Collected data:
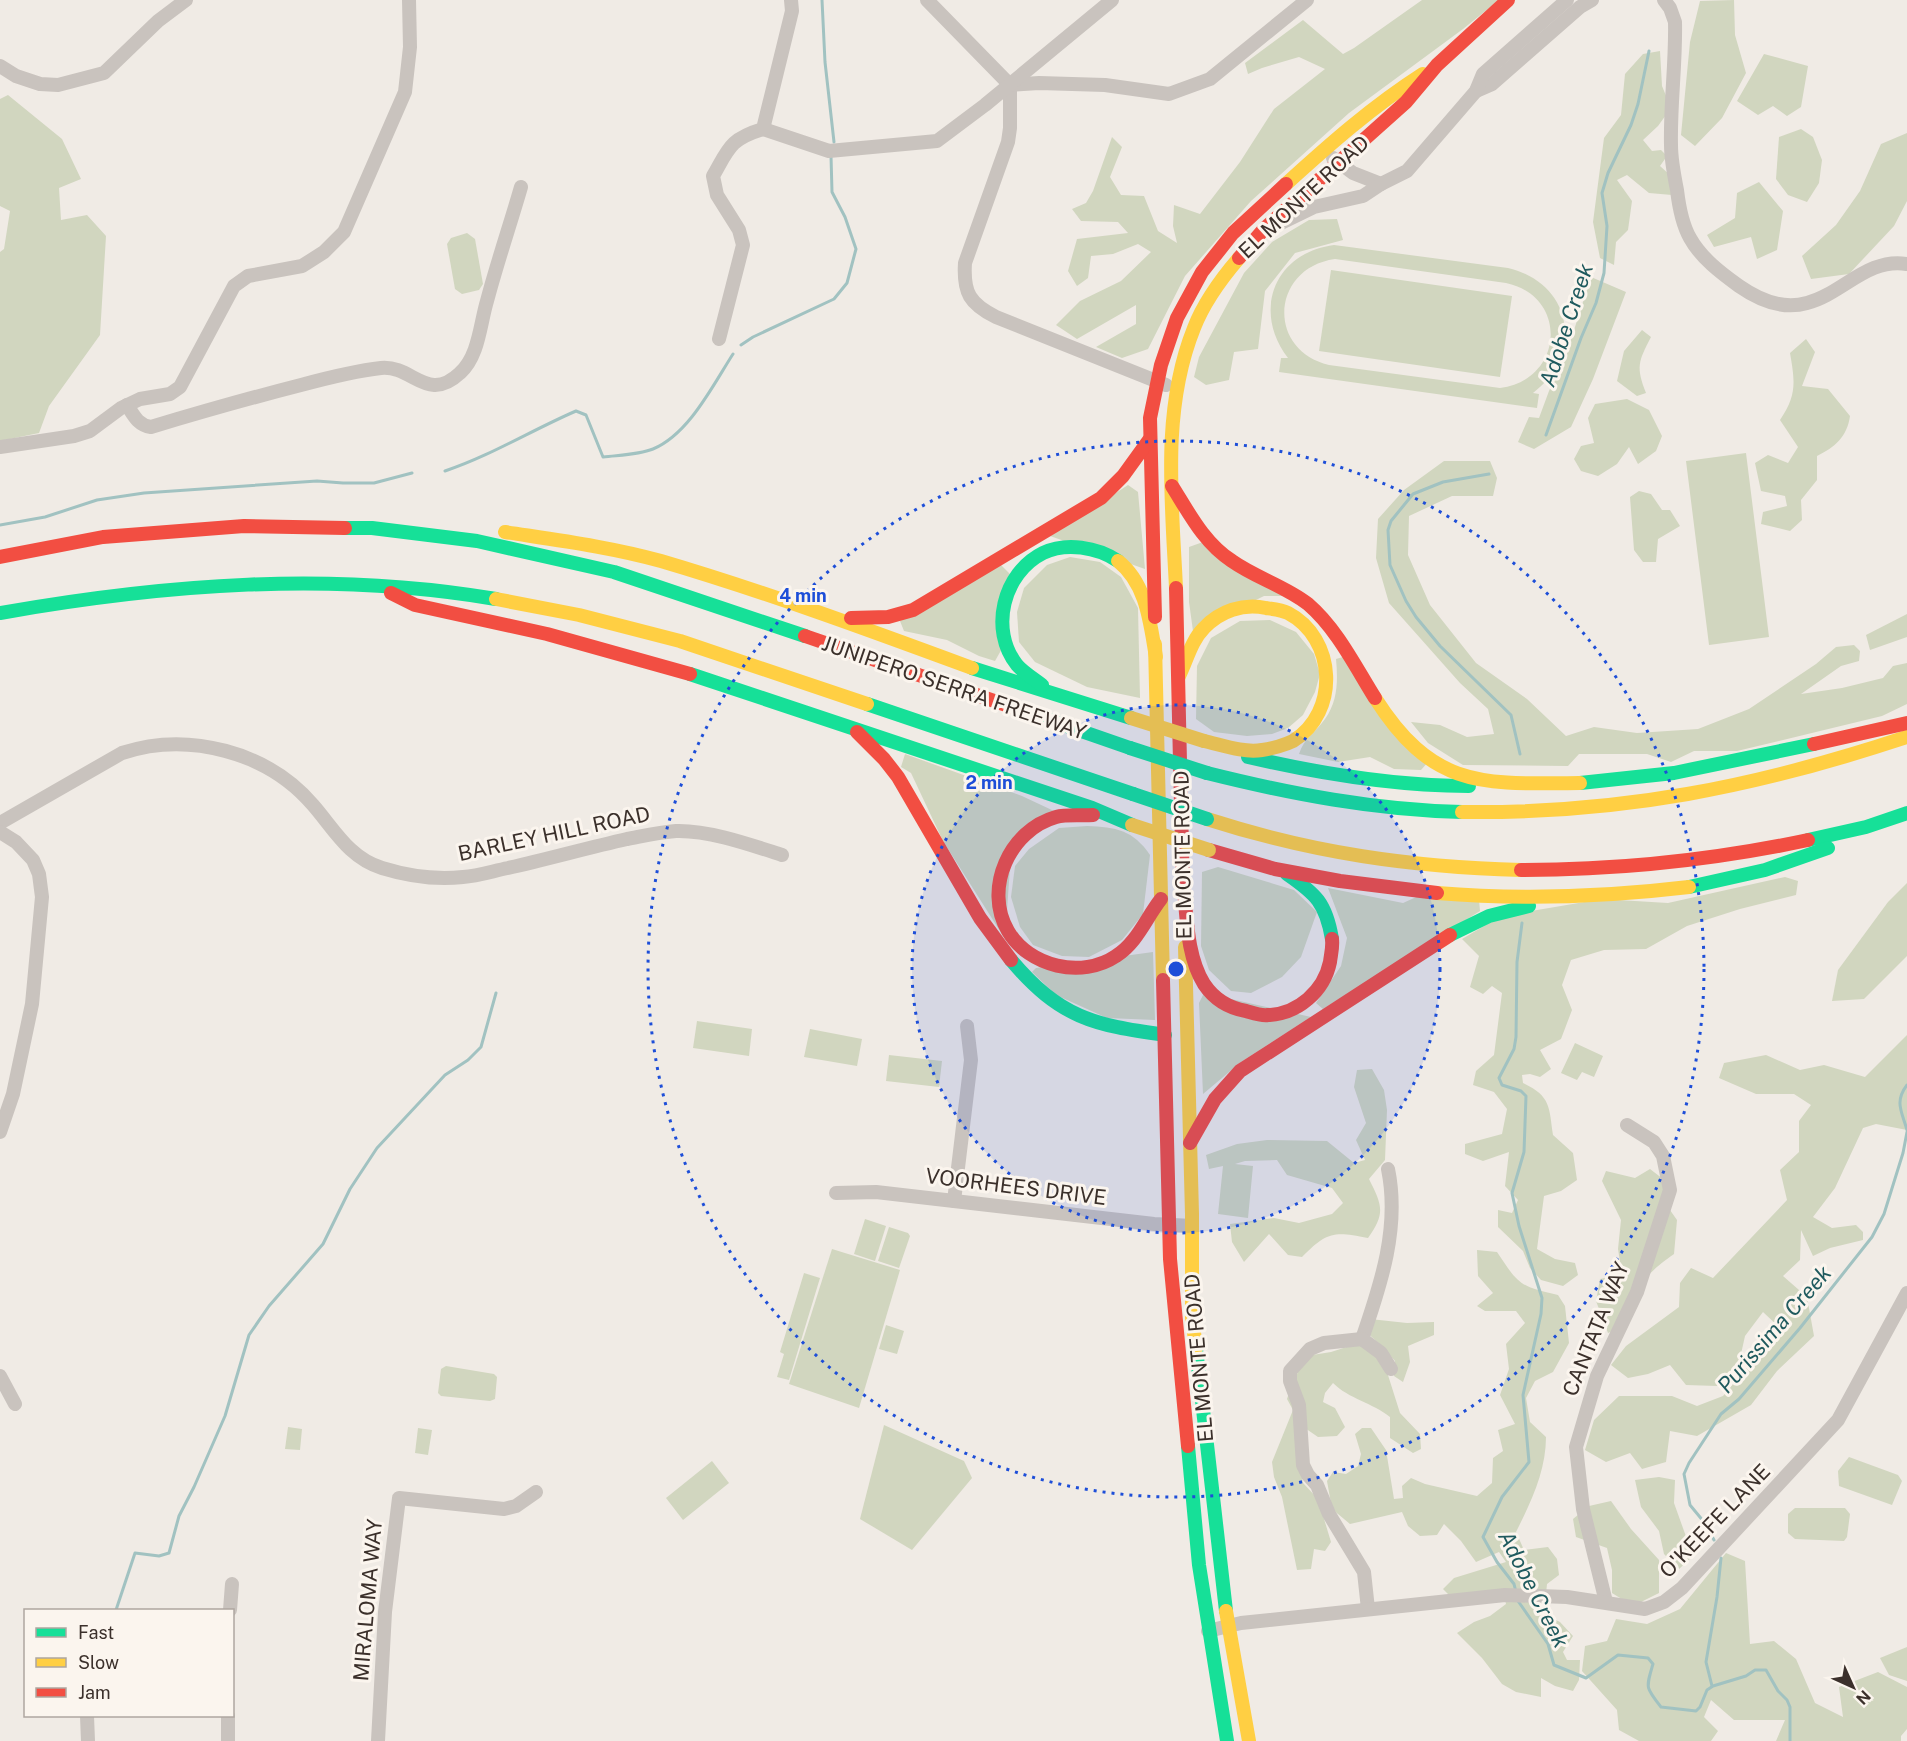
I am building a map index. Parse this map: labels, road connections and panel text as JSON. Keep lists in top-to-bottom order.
{
  "streets": {
    "main road": ["EL MONTE ROAD", "JUNIPERO SERRA FREEWAY"],
    "street": [
      "BARLEY HILL ROAD",
      "VOORHEES DRIVE",
      "CANTATA WAY",
      "O'KEEFE LANE",
      "MIRALOMA WAY"
    ]
  },
  "crossings": [
    ["EL MONTE ROAD", "VOORHEES DRIVE"],
    ["EL MONTE ROAD", "O'KEEFE LANE"],
    ["CANTATA WAY", "O'KEEFE LANE"]
  ],
  "water": ["Adobe Creek", "Purissima Creek"],
  "legend": ["Fast", "Slow", "Jam"],
  "north": "bottom right",
  "rings": ["4 min", "2 min"]
}
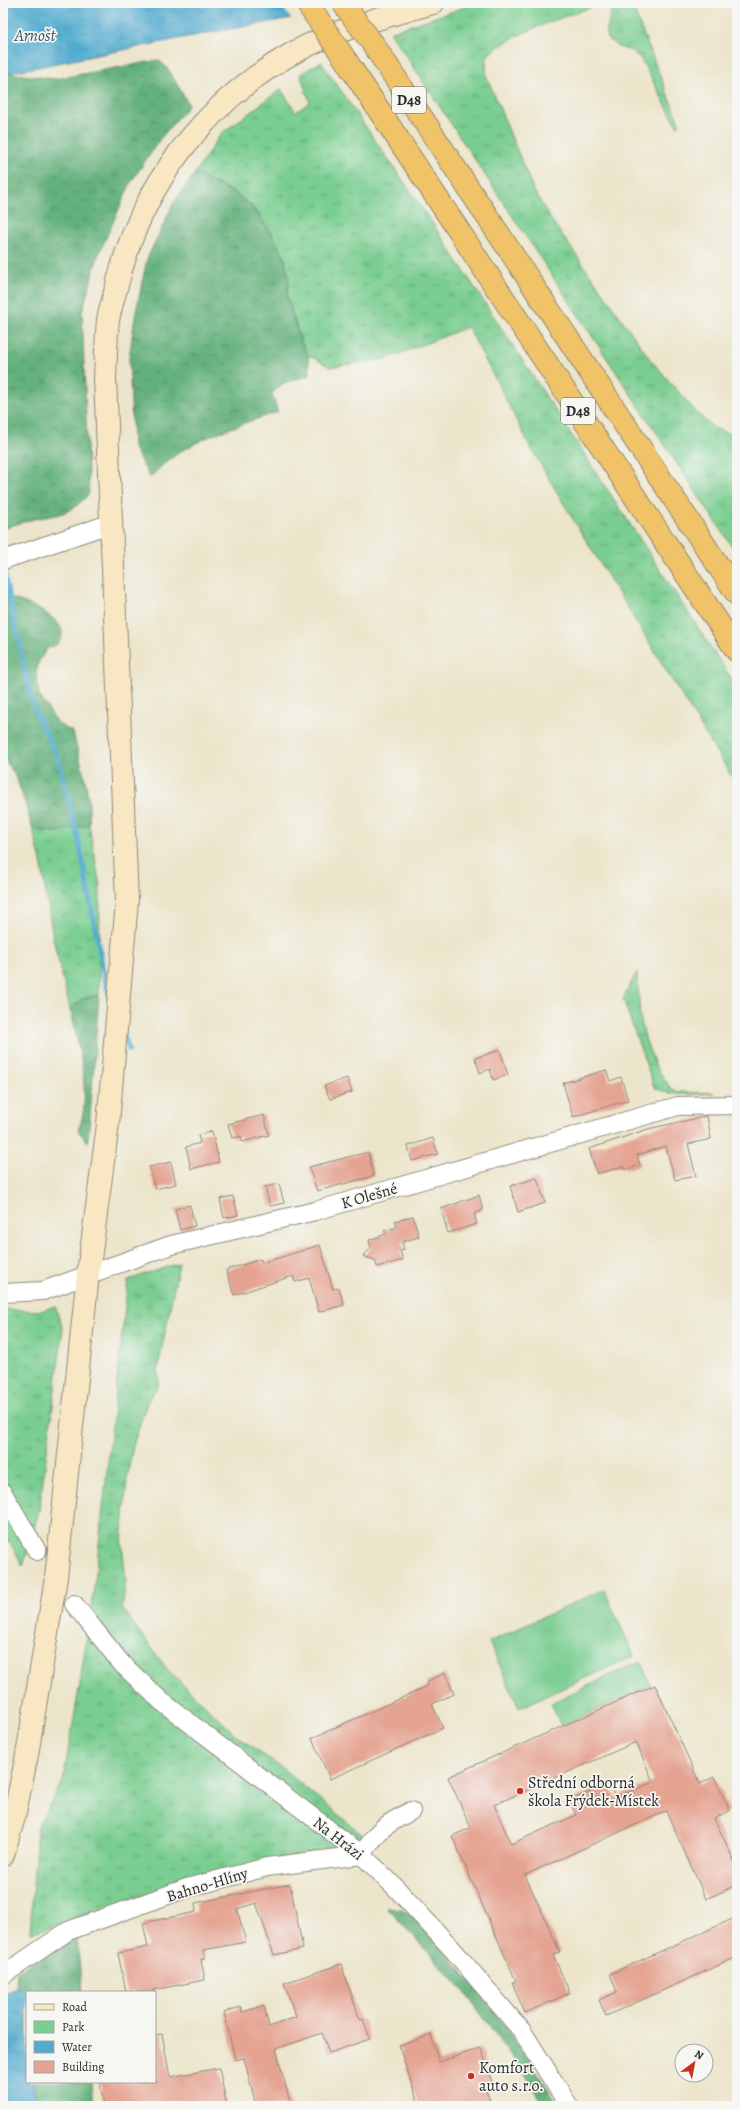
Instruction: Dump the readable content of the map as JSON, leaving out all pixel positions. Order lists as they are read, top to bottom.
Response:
{
  "streets": {
    "highway": ["D48"],
    "street": ["K Olešné", "Na Hrázi", "Bahno-Hlíny"]
  },
  "crossings": [
    ["Na Hrázi", "Bahno-Hlíny"]
  ],
  "water": ["Arnošt"],
  "places": ["Střední odborná škola Frýdek-Místek", "Komfort auto s.r.o."],
  "legend": [
    "Road",
    "Park",
    "Water",
    "Building"
  ],
  "north": "top right"
}
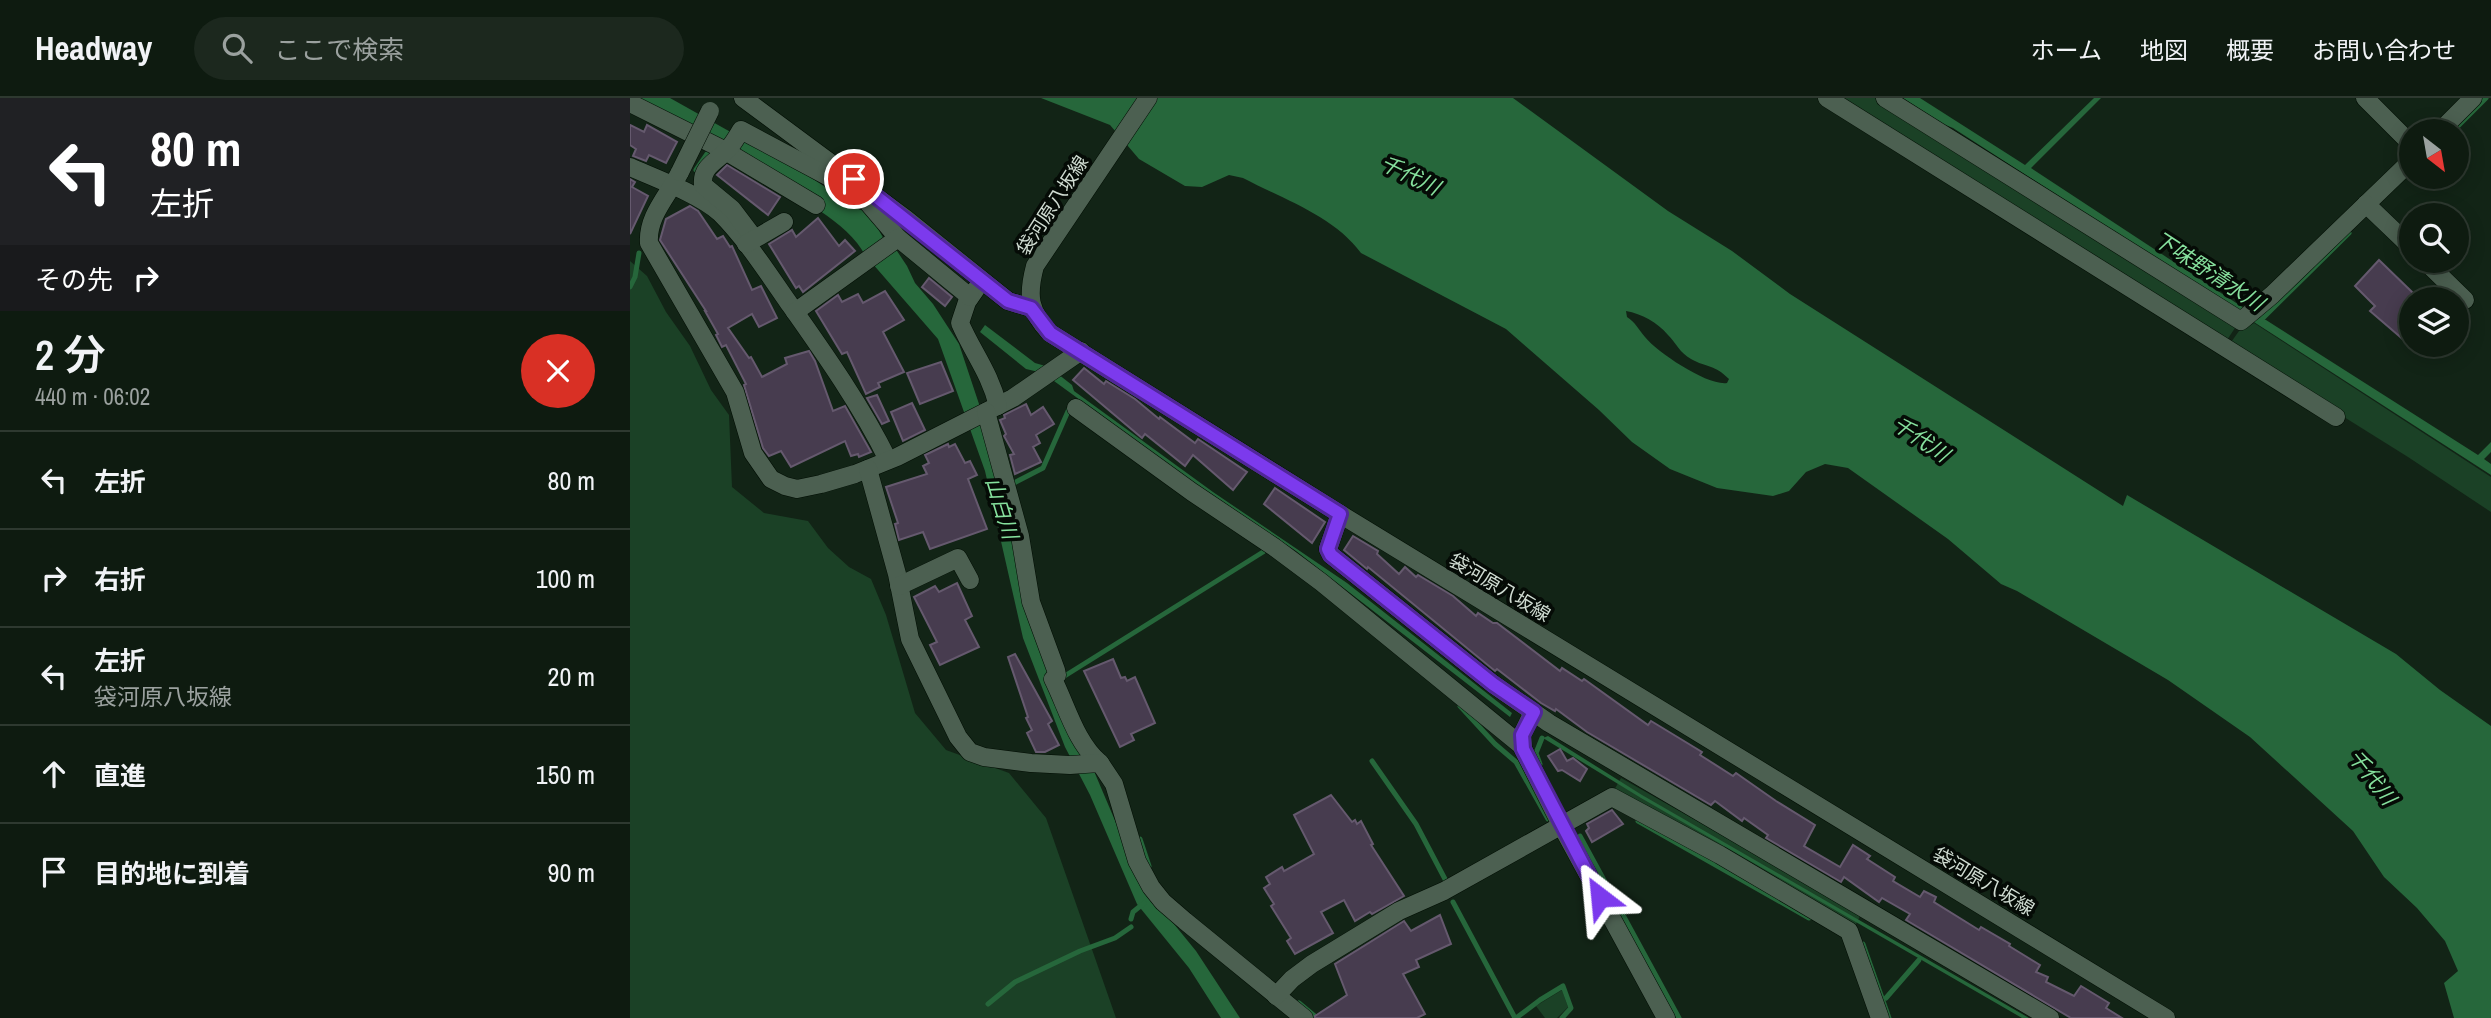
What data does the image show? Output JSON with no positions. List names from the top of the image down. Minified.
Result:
{"streets":{"street":["袋河原八坂線"]},"water":["千代川","下味野清水川","山白川"],"north":"bottom right","page":{"header":"Headway","search":"ここで検索","nav":["ホーム","地図","概要","お問い合わせ"],"turn":["80 m","左折"],"then":"その先","heading":["2 分","440 m · 06:02"],"list":[{"name":"左折","value":"80 m"},{"name":"右折","value":"100 m"},{"name":"左折","note":"袋河原八坂線","value":"20 m"},{"name":"直進","value":"150 m"},{"name":"目的地に到着","value":"90 m"}]}}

= What you will do =
Find the word "positions" in the entries and show each line where it is found.

= Written answer =
Instruction: Dump the readable content of the map as JSON, leaving out all pixel positions. Order lists as they are read, top to bottom.
What data does the image show? Output JSON with no positions. List names from the top of the image down. Minified.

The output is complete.